TASK BRIEF:
Determine the number of lines in the data that contain "function", and write only that number.

[[ RECORDS TO PROCESS, beginning ]]

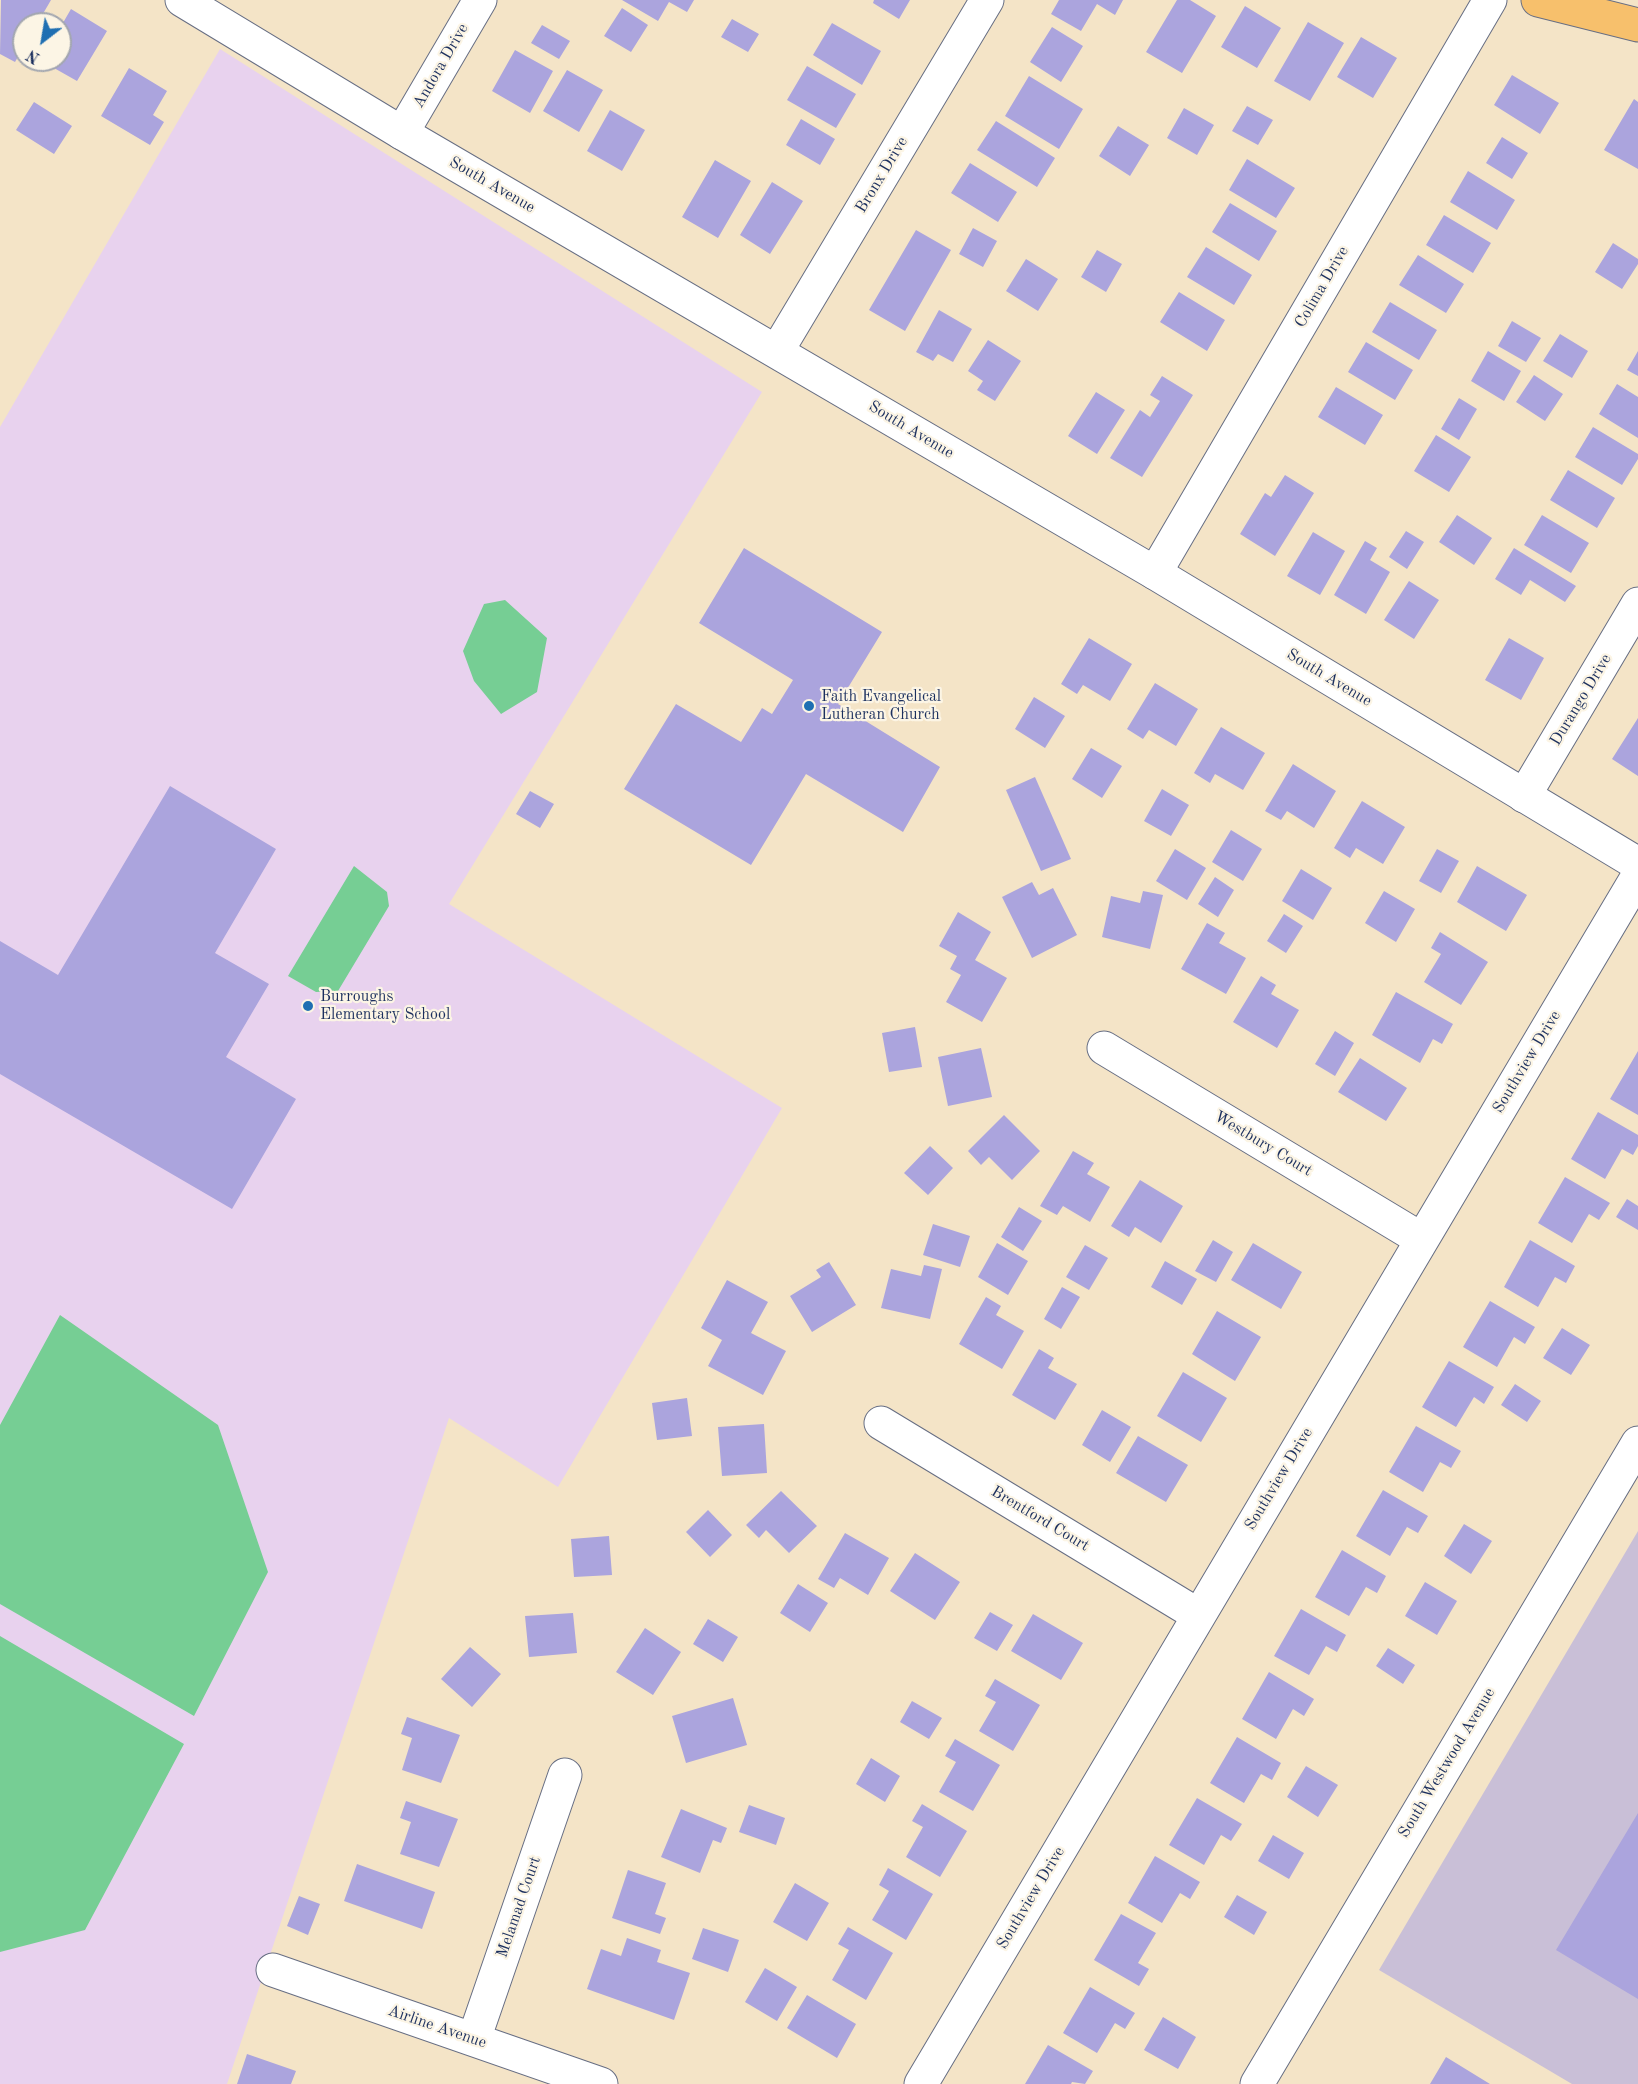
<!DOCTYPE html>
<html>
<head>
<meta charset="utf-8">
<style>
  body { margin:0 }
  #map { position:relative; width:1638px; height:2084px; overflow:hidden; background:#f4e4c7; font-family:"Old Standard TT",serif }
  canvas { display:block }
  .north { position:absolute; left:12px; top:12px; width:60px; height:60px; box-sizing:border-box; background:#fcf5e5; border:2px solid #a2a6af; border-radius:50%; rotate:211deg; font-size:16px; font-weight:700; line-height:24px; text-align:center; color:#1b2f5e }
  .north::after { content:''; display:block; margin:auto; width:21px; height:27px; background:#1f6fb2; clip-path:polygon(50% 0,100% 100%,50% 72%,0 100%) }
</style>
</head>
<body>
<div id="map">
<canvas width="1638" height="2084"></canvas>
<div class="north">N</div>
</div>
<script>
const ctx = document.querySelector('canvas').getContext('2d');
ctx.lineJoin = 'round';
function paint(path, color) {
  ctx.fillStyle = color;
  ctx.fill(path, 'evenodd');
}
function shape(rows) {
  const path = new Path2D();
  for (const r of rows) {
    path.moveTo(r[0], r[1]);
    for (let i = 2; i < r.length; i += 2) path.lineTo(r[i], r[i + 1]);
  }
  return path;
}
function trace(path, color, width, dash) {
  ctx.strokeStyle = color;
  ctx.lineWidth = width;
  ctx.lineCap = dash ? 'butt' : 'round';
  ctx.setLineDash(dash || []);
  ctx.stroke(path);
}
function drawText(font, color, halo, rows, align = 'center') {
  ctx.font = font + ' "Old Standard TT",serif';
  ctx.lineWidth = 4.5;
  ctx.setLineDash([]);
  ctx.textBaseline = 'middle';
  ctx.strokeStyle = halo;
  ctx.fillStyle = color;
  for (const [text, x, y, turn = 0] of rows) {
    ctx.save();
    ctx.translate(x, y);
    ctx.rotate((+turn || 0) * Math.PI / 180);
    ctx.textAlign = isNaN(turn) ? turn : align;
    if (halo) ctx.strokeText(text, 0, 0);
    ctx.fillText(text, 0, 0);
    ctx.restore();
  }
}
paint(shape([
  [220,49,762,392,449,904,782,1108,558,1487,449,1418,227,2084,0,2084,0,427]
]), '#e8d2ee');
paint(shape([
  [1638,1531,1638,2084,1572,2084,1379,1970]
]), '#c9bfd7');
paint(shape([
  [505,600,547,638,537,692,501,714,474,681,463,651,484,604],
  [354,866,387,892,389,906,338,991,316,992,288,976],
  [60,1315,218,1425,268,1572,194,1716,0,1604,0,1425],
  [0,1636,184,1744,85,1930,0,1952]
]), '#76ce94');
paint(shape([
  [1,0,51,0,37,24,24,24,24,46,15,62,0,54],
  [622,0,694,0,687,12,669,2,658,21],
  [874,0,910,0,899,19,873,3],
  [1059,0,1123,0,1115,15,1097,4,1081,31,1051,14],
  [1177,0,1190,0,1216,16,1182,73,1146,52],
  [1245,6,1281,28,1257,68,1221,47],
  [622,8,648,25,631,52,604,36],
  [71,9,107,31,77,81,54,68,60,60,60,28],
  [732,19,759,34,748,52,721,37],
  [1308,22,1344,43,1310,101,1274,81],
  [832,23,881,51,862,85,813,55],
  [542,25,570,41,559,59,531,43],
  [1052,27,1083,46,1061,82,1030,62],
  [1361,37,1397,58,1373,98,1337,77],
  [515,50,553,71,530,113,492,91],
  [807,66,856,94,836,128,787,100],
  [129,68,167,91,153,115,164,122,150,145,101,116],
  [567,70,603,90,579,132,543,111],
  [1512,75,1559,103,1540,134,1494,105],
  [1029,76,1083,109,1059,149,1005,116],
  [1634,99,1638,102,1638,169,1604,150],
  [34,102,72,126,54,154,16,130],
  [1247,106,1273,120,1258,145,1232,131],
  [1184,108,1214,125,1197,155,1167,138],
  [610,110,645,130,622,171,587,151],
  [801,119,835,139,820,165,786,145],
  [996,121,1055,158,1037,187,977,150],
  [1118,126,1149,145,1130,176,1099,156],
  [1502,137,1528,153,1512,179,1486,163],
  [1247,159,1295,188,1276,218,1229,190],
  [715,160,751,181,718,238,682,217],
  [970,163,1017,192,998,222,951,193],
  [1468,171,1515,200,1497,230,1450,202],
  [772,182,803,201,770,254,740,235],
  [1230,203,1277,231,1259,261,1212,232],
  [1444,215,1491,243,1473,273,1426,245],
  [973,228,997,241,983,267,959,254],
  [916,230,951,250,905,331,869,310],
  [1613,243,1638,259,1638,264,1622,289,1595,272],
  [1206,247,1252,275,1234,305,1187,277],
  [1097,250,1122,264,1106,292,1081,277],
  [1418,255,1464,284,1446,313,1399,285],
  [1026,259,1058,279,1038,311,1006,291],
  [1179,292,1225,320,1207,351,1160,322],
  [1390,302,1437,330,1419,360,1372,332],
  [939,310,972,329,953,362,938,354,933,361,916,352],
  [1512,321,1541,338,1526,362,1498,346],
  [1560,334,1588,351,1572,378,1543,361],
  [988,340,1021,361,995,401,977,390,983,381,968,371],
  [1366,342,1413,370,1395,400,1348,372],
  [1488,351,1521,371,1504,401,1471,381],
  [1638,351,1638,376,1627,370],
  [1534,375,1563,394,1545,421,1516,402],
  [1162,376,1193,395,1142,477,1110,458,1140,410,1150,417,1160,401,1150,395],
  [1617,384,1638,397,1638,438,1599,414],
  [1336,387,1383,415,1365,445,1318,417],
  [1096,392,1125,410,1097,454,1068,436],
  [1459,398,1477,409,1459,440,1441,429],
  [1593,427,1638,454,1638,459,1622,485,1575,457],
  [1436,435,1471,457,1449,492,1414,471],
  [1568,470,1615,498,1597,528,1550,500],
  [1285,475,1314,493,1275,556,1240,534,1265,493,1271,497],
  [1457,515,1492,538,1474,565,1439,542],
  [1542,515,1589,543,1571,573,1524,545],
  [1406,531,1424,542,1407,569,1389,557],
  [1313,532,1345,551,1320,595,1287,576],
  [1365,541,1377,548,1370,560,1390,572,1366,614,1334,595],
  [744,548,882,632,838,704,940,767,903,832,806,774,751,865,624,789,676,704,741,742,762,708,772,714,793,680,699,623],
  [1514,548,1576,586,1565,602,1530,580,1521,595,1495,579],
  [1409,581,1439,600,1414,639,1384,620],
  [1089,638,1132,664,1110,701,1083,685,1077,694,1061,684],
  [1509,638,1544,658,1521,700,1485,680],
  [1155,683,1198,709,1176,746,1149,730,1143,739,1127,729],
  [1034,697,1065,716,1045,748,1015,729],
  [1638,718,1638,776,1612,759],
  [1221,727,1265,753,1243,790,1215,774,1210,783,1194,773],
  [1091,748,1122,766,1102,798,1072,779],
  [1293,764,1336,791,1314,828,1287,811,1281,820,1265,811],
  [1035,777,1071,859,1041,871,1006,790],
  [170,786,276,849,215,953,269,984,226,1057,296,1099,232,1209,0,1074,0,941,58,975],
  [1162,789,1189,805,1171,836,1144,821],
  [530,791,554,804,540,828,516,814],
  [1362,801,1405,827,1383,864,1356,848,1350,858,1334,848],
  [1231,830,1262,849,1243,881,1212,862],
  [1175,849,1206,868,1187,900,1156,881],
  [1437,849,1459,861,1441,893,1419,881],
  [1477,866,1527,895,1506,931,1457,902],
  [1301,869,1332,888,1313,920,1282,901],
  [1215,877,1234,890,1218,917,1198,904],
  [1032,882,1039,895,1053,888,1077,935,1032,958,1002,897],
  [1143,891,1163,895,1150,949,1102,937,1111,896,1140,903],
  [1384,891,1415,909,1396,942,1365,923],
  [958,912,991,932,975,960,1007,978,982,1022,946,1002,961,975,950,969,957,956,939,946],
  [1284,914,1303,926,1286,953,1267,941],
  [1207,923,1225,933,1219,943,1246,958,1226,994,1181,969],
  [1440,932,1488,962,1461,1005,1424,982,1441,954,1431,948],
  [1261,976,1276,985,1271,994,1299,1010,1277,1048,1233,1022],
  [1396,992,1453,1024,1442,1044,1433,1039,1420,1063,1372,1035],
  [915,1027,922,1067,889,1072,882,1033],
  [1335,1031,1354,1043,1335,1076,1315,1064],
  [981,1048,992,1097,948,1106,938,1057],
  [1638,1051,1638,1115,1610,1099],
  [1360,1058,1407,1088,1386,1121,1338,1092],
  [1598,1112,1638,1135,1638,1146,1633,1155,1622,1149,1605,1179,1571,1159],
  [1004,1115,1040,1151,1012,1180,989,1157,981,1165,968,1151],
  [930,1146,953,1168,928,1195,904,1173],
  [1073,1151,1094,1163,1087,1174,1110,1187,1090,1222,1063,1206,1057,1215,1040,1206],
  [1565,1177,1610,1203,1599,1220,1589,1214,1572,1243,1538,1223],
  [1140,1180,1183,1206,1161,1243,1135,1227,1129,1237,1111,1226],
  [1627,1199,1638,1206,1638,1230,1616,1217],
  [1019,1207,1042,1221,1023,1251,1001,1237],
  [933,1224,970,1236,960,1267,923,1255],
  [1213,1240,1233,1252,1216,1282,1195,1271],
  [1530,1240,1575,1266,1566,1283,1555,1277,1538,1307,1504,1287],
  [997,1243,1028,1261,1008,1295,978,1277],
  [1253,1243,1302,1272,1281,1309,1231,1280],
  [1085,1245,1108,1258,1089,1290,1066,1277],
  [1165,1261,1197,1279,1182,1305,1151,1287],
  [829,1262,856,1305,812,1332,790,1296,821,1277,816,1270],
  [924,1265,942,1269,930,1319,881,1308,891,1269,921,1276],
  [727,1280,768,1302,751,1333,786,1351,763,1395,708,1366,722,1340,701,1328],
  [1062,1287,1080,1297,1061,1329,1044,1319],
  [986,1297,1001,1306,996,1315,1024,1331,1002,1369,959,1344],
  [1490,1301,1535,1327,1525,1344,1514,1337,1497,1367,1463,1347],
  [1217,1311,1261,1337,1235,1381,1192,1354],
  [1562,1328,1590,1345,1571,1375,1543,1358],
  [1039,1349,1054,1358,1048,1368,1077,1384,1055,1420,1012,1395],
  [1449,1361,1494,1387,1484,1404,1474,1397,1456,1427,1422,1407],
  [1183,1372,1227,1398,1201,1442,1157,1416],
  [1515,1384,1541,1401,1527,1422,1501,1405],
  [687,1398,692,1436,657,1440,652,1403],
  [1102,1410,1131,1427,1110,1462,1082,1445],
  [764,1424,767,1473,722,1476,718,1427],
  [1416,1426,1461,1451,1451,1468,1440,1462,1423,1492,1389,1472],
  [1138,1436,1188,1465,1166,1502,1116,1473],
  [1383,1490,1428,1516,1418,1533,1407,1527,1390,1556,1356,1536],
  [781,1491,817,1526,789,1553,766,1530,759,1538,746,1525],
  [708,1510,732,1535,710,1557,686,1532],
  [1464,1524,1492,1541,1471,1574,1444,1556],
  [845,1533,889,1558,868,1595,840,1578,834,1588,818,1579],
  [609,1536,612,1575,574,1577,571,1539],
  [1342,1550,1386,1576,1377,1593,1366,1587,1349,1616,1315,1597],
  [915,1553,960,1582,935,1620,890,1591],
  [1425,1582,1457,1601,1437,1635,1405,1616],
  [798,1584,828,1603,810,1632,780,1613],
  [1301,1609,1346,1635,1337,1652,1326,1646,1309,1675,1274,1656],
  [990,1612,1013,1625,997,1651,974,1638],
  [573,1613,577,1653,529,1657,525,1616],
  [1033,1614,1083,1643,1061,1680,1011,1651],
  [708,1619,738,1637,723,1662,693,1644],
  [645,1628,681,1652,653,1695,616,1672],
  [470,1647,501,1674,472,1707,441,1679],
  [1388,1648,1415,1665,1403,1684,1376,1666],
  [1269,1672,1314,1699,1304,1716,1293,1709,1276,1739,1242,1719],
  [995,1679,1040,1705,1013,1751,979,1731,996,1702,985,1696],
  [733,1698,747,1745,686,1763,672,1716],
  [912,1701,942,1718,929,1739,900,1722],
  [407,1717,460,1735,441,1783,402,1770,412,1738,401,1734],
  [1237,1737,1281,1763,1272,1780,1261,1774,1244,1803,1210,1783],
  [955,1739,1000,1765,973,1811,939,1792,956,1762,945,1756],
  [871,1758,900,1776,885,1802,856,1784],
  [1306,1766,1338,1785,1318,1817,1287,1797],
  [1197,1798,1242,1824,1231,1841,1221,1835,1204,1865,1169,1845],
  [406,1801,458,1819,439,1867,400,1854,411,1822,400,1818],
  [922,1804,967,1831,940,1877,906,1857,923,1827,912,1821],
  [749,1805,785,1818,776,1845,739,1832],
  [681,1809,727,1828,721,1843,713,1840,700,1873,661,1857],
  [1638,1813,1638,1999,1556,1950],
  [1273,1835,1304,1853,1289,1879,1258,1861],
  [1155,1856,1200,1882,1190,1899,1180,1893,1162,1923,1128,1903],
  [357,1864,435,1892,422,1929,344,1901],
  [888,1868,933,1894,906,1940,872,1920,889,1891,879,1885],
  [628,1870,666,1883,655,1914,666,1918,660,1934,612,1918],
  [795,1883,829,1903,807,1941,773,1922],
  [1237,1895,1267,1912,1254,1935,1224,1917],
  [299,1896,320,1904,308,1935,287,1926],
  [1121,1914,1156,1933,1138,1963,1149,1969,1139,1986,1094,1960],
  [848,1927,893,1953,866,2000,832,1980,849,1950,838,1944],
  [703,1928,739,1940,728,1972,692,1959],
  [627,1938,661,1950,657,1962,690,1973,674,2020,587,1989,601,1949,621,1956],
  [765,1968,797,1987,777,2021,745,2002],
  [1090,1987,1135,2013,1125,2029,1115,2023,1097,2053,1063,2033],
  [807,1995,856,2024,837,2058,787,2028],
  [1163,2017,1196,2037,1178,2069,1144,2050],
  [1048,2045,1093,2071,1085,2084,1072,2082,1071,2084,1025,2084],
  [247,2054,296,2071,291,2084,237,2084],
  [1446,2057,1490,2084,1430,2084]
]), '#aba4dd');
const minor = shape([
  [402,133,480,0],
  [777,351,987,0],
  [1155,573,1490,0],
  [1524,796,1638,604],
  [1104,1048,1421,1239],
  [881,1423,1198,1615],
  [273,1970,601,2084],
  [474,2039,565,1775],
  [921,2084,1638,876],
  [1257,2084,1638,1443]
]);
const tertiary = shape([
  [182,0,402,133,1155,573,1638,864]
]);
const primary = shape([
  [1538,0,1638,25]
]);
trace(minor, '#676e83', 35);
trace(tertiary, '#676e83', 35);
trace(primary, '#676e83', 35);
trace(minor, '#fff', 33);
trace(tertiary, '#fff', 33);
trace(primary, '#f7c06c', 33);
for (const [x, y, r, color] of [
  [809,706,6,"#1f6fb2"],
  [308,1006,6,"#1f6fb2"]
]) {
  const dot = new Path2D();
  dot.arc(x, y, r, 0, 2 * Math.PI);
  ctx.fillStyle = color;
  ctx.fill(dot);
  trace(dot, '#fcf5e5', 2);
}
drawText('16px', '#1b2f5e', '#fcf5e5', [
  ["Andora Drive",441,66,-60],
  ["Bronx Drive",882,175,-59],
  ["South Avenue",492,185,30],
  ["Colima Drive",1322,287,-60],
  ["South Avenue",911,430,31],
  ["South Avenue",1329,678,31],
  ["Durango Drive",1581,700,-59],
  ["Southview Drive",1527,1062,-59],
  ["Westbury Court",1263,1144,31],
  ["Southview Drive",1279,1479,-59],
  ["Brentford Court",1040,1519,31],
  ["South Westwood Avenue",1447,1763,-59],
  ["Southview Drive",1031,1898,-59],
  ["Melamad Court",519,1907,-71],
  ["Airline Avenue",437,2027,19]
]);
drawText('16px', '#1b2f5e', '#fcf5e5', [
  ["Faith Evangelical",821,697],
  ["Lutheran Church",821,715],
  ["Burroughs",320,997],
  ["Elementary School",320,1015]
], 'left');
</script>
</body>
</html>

[[ RECORDS TO PROCESS, end ]]

YOUR RESPONSE:
4